How we crafted a domain-specific language for JSON transformation at RudderStack
RudderStack created a JSON Template Engine to simplify transformation of JSON data from one format to another, making it easier to manage and maintain complex integrations. This blog post will cover why we needed to craft our own Domain-Specific Language for JSON transformation and how we did it.
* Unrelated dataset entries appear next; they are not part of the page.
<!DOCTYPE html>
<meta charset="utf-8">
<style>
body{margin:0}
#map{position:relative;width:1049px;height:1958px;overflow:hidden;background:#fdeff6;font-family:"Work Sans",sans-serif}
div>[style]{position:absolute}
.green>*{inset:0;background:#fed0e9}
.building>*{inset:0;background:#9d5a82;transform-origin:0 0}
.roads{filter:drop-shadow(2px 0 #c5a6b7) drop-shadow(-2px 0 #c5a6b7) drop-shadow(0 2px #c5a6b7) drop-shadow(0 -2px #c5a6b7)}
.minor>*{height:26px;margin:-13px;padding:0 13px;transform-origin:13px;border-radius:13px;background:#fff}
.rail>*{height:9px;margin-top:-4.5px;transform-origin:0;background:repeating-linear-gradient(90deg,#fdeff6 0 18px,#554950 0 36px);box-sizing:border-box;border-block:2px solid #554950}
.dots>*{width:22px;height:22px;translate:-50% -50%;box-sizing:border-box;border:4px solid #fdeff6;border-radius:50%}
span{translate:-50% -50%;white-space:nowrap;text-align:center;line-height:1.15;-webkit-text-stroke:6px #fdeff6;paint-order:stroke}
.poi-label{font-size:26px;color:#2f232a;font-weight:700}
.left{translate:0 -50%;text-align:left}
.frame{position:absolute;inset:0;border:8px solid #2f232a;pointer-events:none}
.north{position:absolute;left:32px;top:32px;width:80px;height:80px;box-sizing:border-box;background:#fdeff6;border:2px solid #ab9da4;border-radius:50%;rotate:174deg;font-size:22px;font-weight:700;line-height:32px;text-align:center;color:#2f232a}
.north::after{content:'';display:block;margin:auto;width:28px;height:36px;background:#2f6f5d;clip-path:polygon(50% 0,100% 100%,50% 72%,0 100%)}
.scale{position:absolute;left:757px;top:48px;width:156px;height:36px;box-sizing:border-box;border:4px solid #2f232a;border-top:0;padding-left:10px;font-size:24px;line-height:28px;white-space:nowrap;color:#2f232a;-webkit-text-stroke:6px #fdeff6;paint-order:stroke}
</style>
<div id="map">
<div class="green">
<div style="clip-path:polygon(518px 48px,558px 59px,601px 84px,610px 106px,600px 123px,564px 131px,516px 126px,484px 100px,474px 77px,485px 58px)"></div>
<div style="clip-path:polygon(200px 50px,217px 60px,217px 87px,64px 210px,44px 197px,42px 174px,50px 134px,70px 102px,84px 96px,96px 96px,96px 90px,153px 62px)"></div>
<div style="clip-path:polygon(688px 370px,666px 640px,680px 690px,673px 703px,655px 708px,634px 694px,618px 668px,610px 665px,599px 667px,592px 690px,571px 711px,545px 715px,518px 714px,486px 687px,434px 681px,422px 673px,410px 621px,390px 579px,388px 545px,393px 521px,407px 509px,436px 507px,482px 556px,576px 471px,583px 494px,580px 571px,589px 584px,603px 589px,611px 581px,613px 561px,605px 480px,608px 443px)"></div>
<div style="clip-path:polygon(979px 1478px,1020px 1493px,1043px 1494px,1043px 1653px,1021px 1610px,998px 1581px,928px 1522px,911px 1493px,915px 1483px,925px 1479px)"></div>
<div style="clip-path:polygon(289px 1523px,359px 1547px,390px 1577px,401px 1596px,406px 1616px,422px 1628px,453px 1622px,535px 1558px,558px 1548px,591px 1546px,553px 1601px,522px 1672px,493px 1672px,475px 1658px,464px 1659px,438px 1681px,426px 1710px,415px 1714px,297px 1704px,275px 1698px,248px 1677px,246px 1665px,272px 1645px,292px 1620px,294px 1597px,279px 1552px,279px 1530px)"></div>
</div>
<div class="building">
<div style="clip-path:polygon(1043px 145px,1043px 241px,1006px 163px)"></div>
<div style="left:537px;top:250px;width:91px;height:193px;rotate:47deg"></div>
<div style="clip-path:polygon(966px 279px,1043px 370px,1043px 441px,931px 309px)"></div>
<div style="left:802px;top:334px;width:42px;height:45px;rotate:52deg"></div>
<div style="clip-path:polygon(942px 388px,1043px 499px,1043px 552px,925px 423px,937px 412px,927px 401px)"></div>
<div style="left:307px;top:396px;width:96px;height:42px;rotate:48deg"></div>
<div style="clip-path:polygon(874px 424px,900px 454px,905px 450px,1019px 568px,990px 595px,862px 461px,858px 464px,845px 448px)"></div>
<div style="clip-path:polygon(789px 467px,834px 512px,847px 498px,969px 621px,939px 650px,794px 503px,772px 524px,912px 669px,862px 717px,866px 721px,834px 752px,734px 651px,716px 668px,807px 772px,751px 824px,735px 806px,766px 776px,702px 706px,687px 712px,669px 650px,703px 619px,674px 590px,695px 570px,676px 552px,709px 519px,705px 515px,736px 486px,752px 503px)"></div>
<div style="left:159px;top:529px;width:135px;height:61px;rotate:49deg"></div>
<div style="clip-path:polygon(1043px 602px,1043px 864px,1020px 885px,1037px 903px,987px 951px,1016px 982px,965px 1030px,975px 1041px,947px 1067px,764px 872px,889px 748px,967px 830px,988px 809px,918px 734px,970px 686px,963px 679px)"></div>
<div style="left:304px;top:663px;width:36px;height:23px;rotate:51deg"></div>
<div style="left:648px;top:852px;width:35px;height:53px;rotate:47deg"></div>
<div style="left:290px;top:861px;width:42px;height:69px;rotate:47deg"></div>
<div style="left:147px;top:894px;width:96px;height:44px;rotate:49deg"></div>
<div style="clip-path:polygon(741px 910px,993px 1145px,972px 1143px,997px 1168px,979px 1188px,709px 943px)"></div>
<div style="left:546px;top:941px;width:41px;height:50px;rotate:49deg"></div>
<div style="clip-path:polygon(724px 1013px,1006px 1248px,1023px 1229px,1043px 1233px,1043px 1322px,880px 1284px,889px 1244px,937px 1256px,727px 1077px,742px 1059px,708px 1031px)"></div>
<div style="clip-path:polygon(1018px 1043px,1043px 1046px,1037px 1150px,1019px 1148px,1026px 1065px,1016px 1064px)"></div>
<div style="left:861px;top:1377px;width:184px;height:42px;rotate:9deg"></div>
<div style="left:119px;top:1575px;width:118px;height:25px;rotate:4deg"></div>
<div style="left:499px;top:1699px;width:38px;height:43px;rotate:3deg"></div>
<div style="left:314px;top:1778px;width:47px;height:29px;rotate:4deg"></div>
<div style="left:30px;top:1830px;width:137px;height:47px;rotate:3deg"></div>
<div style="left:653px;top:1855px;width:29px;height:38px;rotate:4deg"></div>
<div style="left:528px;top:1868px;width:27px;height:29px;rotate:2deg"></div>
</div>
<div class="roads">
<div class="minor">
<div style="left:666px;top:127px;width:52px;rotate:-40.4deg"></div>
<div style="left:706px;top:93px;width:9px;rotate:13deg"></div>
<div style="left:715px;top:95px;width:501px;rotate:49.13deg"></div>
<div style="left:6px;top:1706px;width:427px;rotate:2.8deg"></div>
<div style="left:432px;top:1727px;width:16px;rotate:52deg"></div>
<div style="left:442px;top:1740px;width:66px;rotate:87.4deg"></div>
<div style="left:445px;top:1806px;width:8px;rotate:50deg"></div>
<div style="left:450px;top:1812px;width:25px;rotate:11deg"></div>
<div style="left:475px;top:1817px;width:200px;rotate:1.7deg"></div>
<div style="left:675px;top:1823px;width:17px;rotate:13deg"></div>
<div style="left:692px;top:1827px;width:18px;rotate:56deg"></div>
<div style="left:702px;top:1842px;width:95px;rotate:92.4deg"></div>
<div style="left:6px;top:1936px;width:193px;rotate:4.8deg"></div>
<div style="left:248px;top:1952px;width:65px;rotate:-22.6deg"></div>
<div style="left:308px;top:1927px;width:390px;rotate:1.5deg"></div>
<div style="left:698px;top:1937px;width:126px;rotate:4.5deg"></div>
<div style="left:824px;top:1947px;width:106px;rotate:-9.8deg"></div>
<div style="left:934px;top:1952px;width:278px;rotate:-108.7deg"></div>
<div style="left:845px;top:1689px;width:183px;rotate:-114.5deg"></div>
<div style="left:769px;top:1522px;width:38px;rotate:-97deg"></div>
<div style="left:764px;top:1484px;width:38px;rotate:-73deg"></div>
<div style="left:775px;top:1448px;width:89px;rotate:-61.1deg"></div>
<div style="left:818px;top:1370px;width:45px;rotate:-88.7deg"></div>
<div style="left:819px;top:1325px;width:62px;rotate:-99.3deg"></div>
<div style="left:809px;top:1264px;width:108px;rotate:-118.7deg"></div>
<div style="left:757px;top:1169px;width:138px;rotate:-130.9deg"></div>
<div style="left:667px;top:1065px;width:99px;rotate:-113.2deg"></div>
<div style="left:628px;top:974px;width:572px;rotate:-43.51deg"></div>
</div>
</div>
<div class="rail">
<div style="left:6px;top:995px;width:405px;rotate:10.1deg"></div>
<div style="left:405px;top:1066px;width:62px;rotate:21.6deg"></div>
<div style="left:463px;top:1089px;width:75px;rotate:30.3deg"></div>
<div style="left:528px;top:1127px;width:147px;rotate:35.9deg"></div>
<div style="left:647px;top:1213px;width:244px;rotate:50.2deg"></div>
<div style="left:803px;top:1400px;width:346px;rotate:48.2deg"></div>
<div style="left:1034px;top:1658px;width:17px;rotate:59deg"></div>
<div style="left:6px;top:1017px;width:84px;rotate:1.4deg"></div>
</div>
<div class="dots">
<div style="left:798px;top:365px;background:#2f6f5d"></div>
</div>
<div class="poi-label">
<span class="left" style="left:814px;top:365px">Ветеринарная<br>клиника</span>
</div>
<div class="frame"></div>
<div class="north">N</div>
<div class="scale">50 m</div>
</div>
First, let’s understand the background about the problem that we were trying to solve and why we needed to create our own JSON Template Engine.
The challenge
RudderStack is the Warehouse Native CDP. We provide an integrated solution for data collection, unification in the warehouse, and activation. Our platform supports over 200 integrations and features a powerful Transformations tool. Traditionally, we used native JavaScript code for data transformation, which required significant effort and maintenance. Writing intricate JavaScript code for complex JSON transformations can be error-prone and time-consuming. Moreover, JavaScript’s general-purpose nature did not provide the level of abstraction and expressiveness needed to succinctly represent JSON transformation logic. Although JSONata offered a more efficient way to manipulate JSON data, we still encountered performance bottlenecks due to its parsing and interpretation overhead.
Our solution
The solution was to use a domain-specific language tailored specifically for JSON transformation. By designing a custom JSON template language, we can provide developers with a specialized syntax and semantics optimized for JSON manipulation tasks. Such a language would abstract away low-level JavaScript details, simplify complex transformation logic, and enhance readability and maintainability.
With that goal in mind, we developed our own JSON Transformation Engine. This engine generates optimized JavaScript code from transformation templates, reducing runtime overhead and significantly improving performance.
Steps to build a domain-specific language
Here’s how we crafted our customer JSON template language. You can follow a similar process to create a language for your problem domain.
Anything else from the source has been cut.